**Task goal:**
Please restate every record below word for word.

**Information:**
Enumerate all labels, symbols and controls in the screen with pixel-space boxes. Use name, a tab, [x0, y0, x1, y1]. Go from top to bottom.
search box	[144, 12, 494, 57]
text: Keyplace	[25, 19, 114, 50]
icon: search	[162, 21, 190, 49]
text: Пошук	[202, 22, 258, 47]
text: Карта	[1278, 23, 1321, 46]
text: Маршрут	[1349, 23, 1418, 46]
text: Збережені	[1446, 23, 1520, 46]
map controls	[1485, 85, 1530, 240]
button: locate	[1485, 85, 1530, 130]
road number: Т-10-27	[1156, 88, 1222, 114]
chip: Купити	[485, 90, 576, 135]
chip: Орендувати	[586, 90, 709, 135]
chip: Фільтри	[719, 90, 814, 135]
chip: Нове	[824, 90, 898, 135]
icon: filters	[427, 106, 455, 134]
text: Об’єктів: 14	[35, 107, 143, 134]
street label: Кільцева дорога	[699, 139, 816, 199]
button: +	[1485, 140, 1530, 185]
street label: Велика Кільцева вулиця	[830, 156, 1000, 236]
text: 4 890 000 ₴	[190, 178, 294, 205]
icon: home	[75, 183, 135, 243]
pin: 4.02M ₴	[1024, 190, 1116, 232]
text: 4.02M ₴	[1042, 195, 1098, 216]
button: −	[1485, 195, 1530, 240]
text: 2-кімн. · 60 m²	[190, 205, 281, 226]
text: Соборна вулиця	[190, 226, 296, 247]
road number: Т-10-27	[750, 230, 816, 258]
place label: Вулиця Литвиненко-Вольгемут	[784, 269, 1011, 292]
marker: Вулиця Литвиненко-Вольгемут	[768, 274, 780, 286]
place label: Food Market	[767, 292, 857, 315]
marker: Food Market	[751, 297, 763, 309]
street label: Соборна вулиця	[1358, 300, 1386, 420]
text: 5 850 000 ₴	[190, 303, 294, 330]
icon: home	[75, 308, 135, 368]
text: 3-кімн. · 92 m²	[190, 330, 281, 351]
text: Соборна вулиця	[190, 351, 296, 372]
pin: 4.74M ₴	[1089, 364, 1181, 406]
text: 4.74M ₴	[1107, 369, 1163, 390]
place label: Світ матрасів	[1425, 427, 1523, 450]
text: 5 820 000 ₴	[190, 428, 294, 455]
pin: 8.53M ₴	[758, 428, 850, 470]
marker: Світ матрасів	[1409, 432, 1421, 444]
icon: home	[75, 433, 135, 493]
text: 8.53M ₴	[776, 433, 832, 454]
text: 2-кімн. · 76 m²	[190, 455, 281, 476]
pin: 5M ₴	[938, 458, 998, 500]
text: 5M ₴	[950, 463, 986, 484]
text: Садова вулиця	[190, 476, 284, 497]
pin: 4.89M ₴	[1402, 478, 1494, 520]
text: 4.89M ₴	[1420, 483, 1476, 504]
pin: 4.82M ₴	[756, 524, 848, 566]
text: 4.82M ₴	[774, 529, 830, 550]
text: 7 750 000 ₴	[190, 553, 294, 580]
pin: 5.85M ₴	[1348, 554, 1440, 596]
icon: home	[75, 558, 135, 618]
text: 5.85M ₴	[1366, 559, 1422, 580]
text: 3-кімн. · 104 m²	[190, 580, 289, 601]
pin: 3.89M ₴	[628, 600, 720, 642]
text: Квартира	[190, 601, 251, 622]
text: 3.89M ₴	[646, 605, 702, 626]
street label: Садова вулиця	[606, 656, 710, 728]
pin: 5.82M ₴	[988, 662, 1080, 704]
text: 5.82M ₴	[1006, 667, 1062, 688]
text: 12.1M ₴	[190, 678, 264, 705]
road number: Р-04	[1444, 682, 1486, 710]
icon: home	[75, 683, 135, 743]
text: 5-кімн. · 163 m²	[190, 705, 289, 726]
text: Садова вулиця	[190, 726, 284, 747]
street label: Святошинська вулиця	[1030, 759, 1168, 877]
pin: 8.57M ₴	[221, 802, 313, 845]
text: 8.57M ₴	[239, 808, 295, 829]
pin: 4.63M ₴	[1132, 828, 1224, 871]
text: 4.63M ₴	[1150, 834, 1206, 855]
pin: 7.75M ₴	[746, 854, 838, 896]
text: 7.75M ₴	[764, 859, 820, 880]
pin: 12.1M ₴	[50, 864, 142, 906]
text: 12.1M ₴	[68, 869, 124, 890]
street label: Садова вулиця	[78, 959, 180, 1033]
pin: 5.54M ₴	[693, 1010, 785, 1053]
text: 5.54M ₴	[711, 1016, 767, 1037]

**Response area:**
Enumerate all labels, symbols and controls in the screen with pixel-space boxes. Use name, a tab, [x0, y0, x1, y1]. Go from top to bottom.
search box	[144, 12, 494, 57]
text: Keyplace	[25, 19, 114, 50]
icon: search	[162, 21, 190, 49]
text: Пошук	[202, 22, 258, 47]
text: Карта	[1278, 23, 1321, 46]
text: Маршрут	[1349, 23, 1418, 46]
text: Збережені	[1446, 23, 1520, 46]
map controls	[1485, 85, 1530, 240]
button: locate	[1485, 85, 1530, 130]
road number: Т-10-27	[1156, 88, 1222, 114]
chip: Купити	[485, 90, 576, 135]
chip: Орендувати	[586, 90, 709, 135]
chip: Фільтри	[719, 90, 814, 135]
chip: Нове	[824, 90, 898, 135]
icon: filters	[427, 106, 455, 134]
text: Об’єктів: 14	[35, 107, 143, 134]
street label: Кільцева дорога	[699, 139, 816, 199]
button: +	[1485, 140, 1530, 185]
street label: Велика Кільцева вулиця	[830, 156, 1000, 236]
text: 4 890 000 ₴	[190, 178, 294, 205]
icon: home	[75, 183, 135, 243]
pin: 4.02M ₴	[1024, 190, 1116, 232]
text: 4.02M ₴	[1042, 195, 1098, 216]
button: −	[1485, 195, 1530, 240]
text: 2-кімн. · 60 m²	[190, 205, 281, 226]
text: Соборна вулиця	[190, 226, 296, 247]
road number: Т-10-27	[750, 230, 816, 258]
place label: Вулиця Литвиненко-Вольгемут	[784, 269, 1011, 292]
marker: Вулиця Литвиненко-Вольгемут	[768, 274, 780, 286]
place label: Food Market	[767, 292, 857, 315]
marker: Food Market	[751, 297, 763, 309]
street label: Соборна вулиця	[1358, 300, 1386, 420]
text: 5 850 000 ₴	[190, 303, 294, 330]
icon: home	[75, 308, 135, 368]
text: 3-кімн. · 92 m²	[190, 330, 281, 351]
text: Соборна вулиця	[190, 351, 296, 372]
pin: 4.74M ₴	[1089, 364, 1181, 406]
text: 4.74M ₴	[1107, 369, 1163, 390]
place label: Світ матрасів	[1425, 427, 1523, 450]
text: 5 820 000 ₴	[190, 428, 294, 455]
pin: 8.53M ₴	[758, 428, 850, 470]
marker: Світ матрасів	[1409, 432, 1421, 444]
icon: home	[75, 433, 135, 493]
text: 8.53M ₴	[776, 433, 832, 454]
text: 2-кімн. · 76 m²	[190, 455, 281, 476]
pin: 5M ₴	[938, 458, 998, 500]
text: 5M ₴	[950, 463, 986, 484]
text: Садова вулиця	[190, 476, 284, 497]
pin: 4.89M ₴	[1402, 478, 1494, 520]
text: 4.89M ₴	[1420, 483, 1476, 504]
pin: 4.82M ₴	[756, 524, 848, 566]
text: 4.82M ₴	[774, 529, 830, 550]
text: 7 750 000 ₴	[190, 553, 294, 580]
pin: 5.85M ₴	[1348, 554, 1440, 596]
icon: home	[75, 558, 135, 618]
text: 5.85M ₴	[1366, 559, 1422, 580]
text: 3-кімн. · 104 m²	[190, 580, 289, 601]
pin: 3.89M ₴	[628, 600, 720, 642]
text: Квартира	[190, 601, 251, 622]
text: 3.89M ₴	[646, 605, 702, 626]
street label: Садова вулиця	[606, 656, 710, 728]
pin: 5.82M ₴	[988, 662, 1080, 704]
text: 5.82M ₴	[1006, 667, 1062, 688]
text: 12.1M ₴	[190, 678, 264, 705]
road number: Р-04	[1444, 682, 1486, 710]
icon: home	[75, 683, 135, 743]
text: 5-кімн. · 163 m²	[190, 705, 289, 726]
text: Садова вулиця	[190, 726, 284, 747]
street label: Святошинська вулиця	[1030, 759, 1168, 877]
pin: 8.57M ₴	[221, 802, 313, 845]
text: 8.57M ₴	[239, 808, 295, 829]
pin: 4.63M ₴	[1132, 828, 1224, 871]
text: 4.63M ₴	[1150, 834, 1206, 855]
pin: 7.75M ₴	[746, 854, 838, 896]
text: 7.75M ₴	[764, 859, 820, 880]
pin: 12.1M ₴	[50, 864, 142, 906]
text: 12.1M ₴	[68, 869, 124, 890]
street label: Садова вулиця	[78, 959, 180, 1033]
pin: 5.54M ₴	[693, 1010, 785, 1053]
text: 5.54M ₴	[711, 1016, 767, 1037]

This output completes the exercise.